:: TASK GOAL ::
Every entry that follows should be repeated exactly; drop the images.

:: EXTRACTED MATERIAL ::
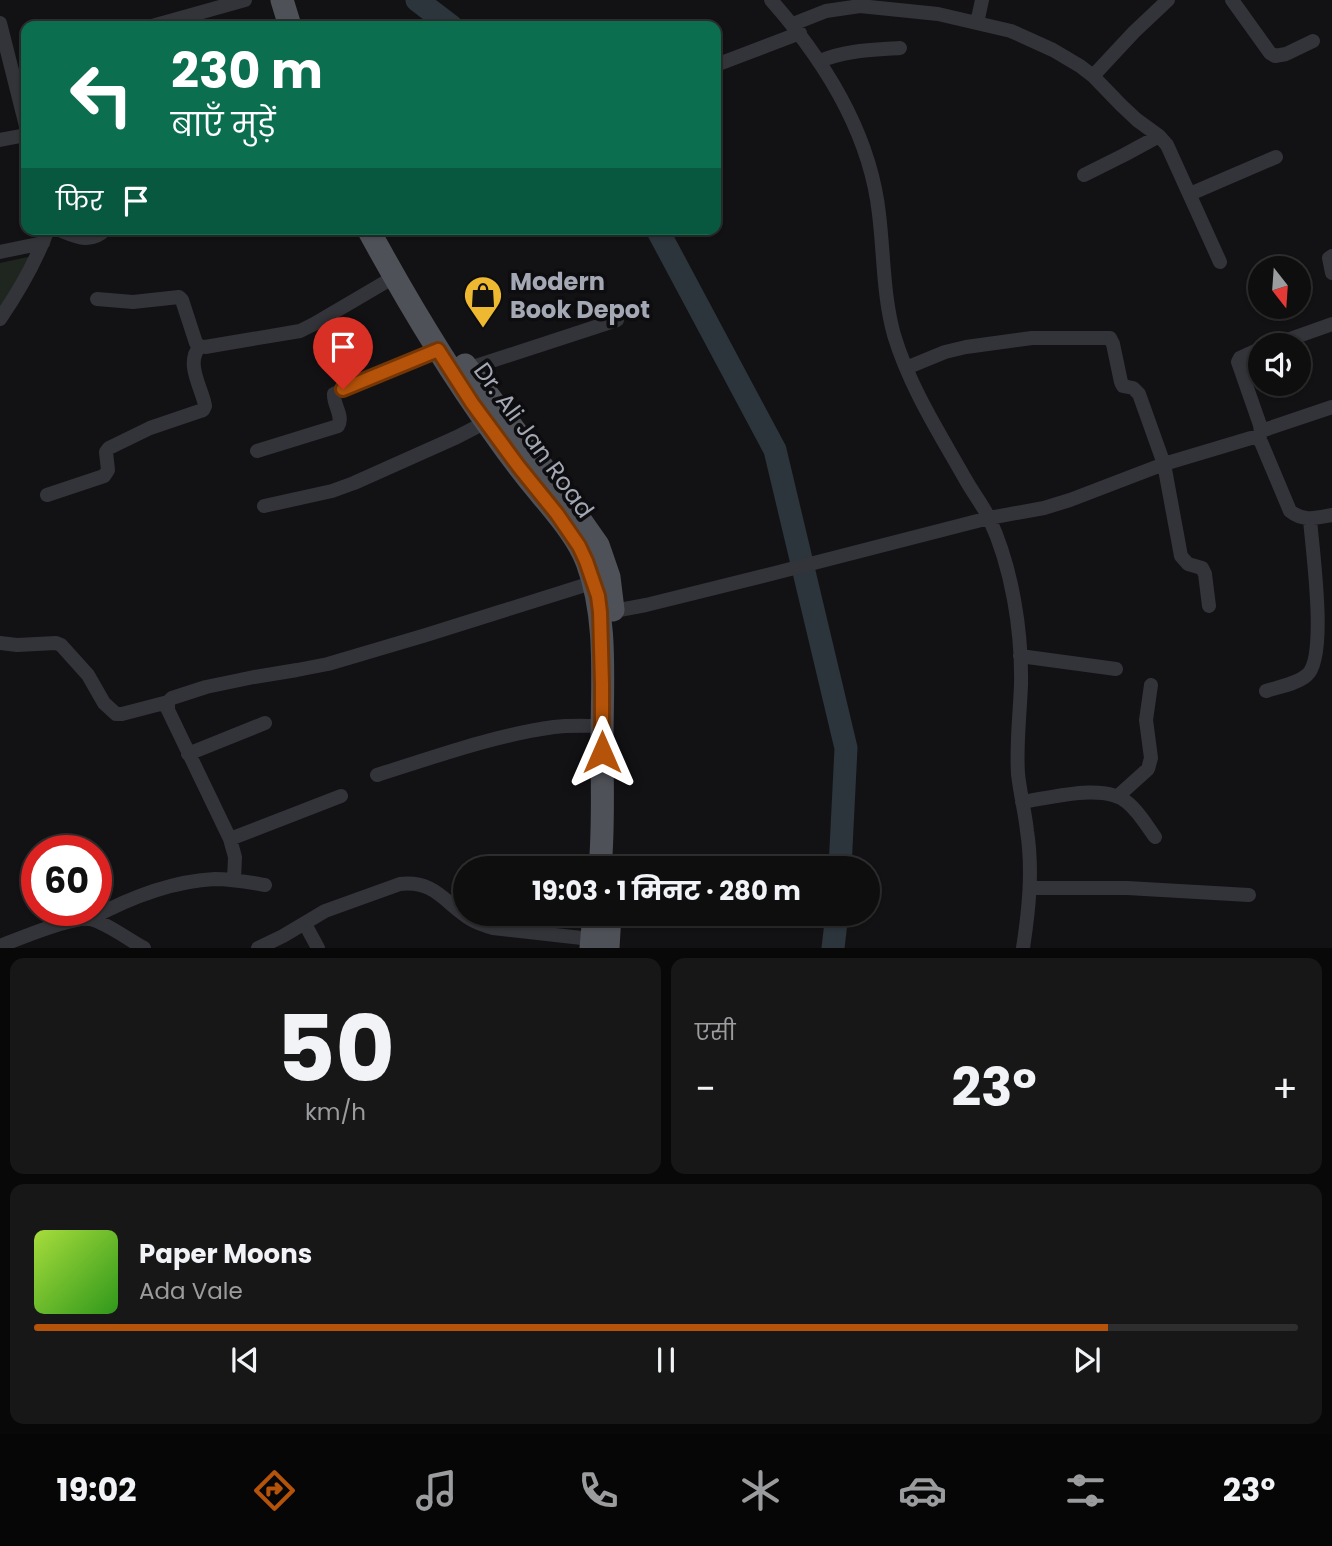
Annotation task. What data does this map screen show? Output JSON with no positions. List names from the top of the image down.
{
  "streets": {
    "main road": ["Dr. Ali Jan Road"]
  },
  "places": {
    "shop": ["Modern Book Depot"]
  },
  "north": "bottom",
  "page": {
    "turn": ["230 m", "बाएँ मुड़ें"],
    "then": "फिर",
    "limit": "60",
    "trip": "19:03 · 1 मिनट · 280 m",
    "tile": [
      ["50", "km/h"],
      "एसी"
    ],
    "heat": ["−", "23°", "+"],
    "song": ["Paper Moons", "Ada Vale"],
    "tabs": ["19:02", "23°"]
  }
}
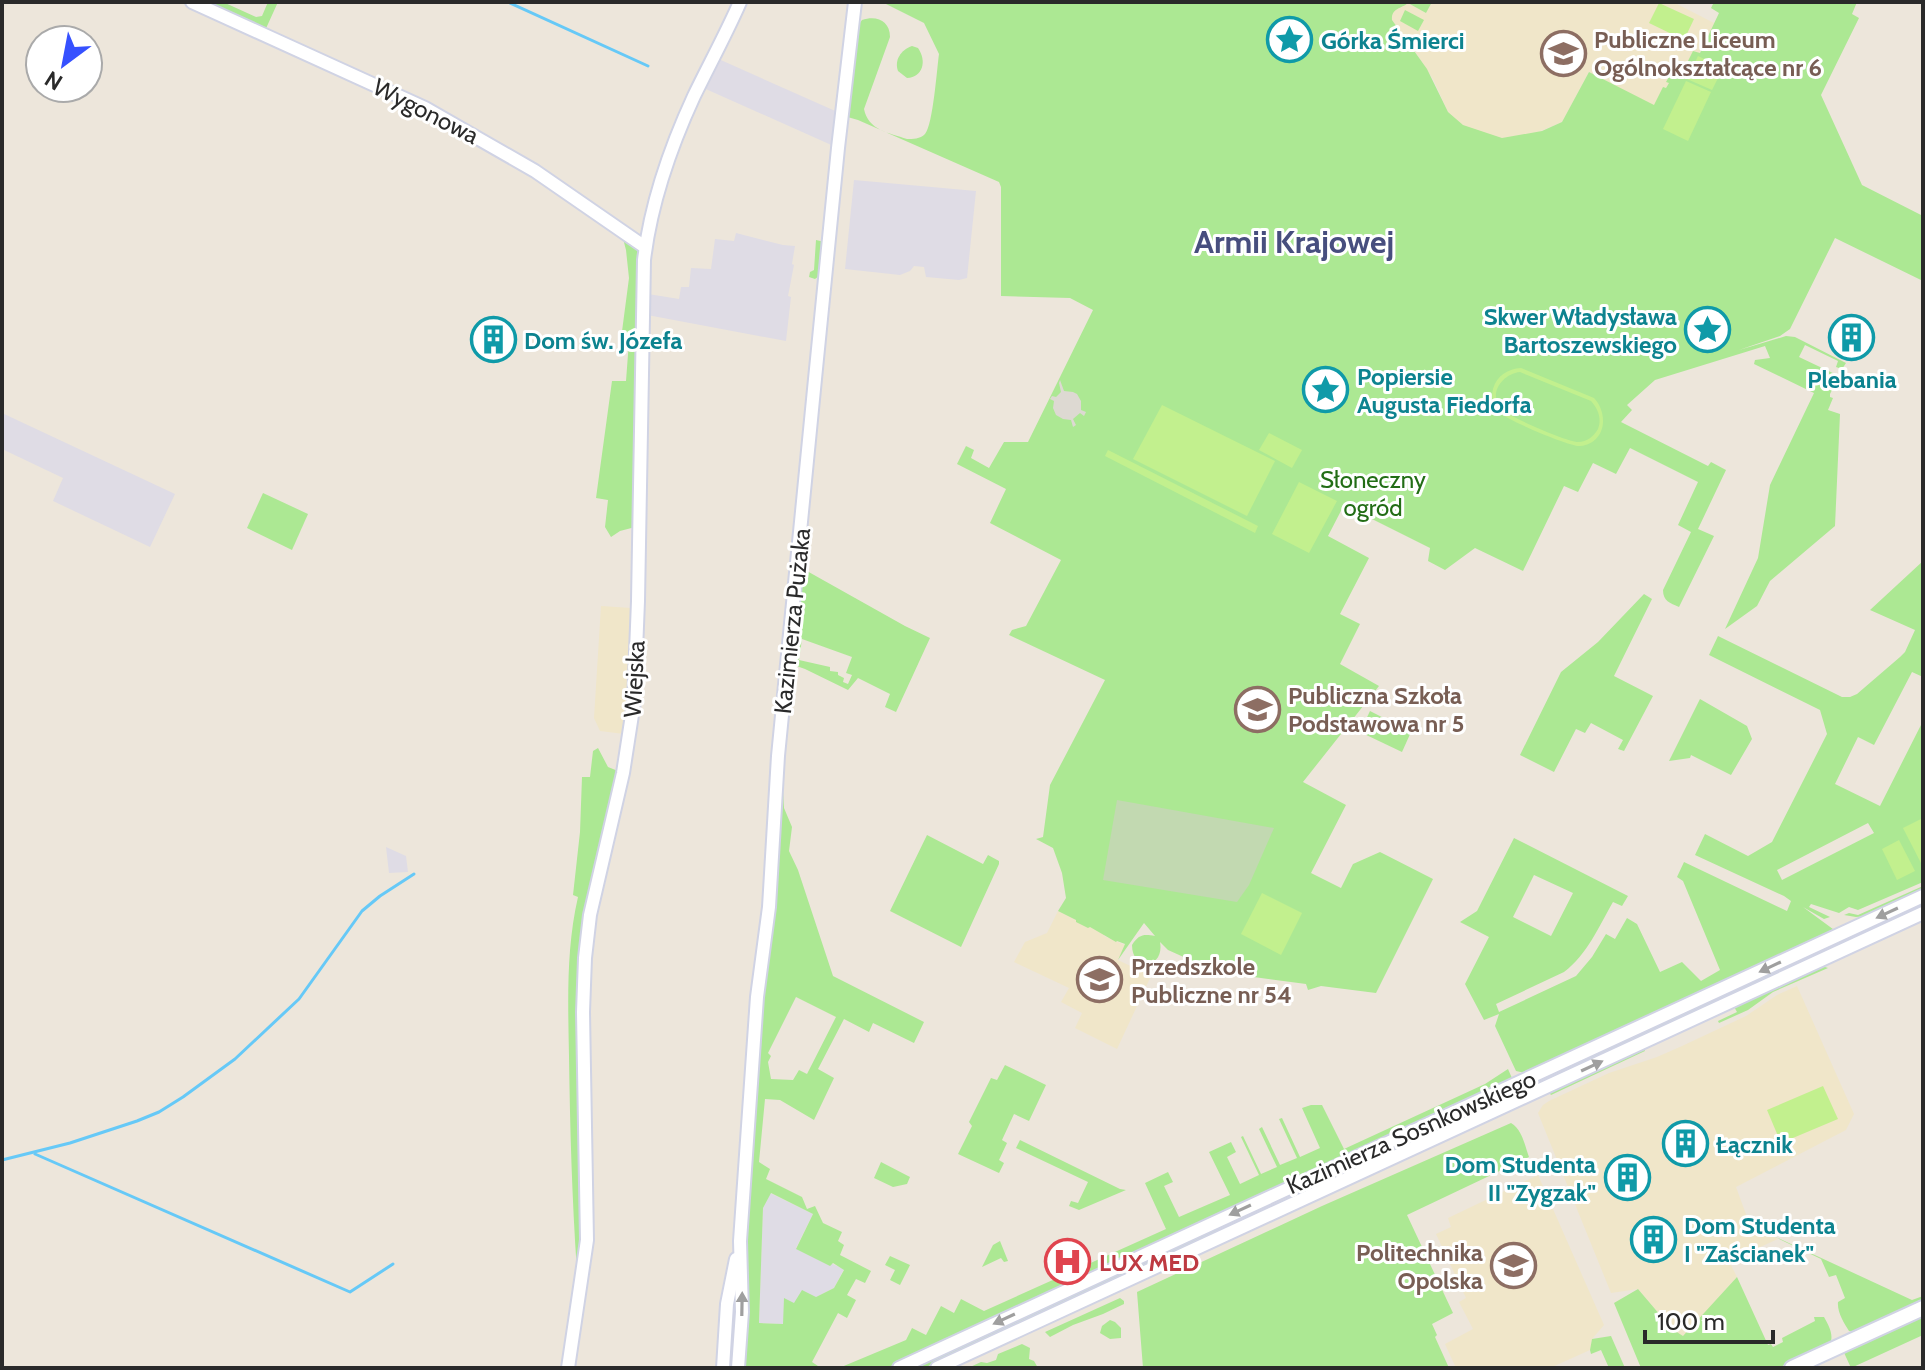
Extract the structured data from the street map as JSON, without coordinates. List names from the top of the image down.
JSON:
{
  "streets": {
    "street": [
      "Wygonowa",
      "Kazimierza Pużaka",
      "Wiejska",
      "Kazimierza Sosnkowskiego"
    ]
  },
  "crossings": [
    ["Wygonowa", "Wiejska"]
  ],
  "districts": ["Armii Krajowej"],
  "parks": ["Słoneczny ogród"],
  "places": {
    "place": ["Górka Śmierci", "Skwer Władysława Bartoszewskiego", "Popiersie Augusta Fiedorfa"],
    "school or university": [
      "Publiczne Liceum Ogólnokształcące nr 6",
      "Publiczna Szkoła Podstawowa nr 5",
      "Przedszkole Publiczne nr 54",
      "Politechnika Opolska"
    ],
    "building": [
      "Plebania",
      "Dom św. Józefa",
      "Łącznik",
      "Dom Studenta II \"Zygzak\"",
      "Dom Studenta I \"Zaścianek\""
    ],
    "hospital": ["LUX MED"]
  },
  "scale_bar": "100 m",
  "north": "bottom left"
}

:: ANSWER TO THIS EXERCISE ::
Annotation task. What data does this map screen show? Output JSON with no positions. List names from the top of the image down.
{
  "streets": {
    "main road": ["Dr. Ali Jan Road"]
  },
  "places": {
    "shop": ["Modern Book Depot"]
  },
  "north": "bottom",
  "page": {
    "turn": ["230 m", "बाएँ मुड़ें"],
    "then": "फिर",
    "limit": "60",
    "trip": "19:03 · 1 मिनट · 280 m",
    "tile": [
      ["50", "km/h"],
      "एसी"
    ],
    "heat": ["−", "23°", "+"],
    "song": ["Paper Moons", "Ada Vale"],
    "tabs": ["19:02", "23°"]
  }
}
Extract the structured data from the street map as JSON, without coordinates. List names from the top of the image down.
JSON:
{
  "streets": {
    "street": [
      "Wygonowa",
      "Kazimierza Pużaka",
      "Wiejska",
      "Kazimierza Sosnkowskiego"
    ]
  },
  "crossings": [
    ["Wygonowa", "Wiejska"]
  ],
  "districts": ["Armii Krajowej"],
  "parks": ["Słoneczny ogród"],
  "places": {
    "place": ["Górka Śmierci", "Skwer Władysława Bartoszewskiego", "Popiersie Augusta Fiedorfa"],
    "school or university": [
      "Publiczne Liceum Ogólnokształcące nr 6",
      "Publiczna Szkoła Podstawowa nr 5",
      "Przedszkole Publiczne nr 54",
      "Politechnika Opolska"
    ],
    "building": [
      "Plebania",
      "Dom św. Józefa",
      "Łącznik",
      "Dom Studenta II \"Zygzak\"",
      "Dom Studenta I \"Zaścianek\""
    ],
    "hospital": ["LUX MED"]
  },
  "scale_bar": "100 m",
  "north": "bottom left"
}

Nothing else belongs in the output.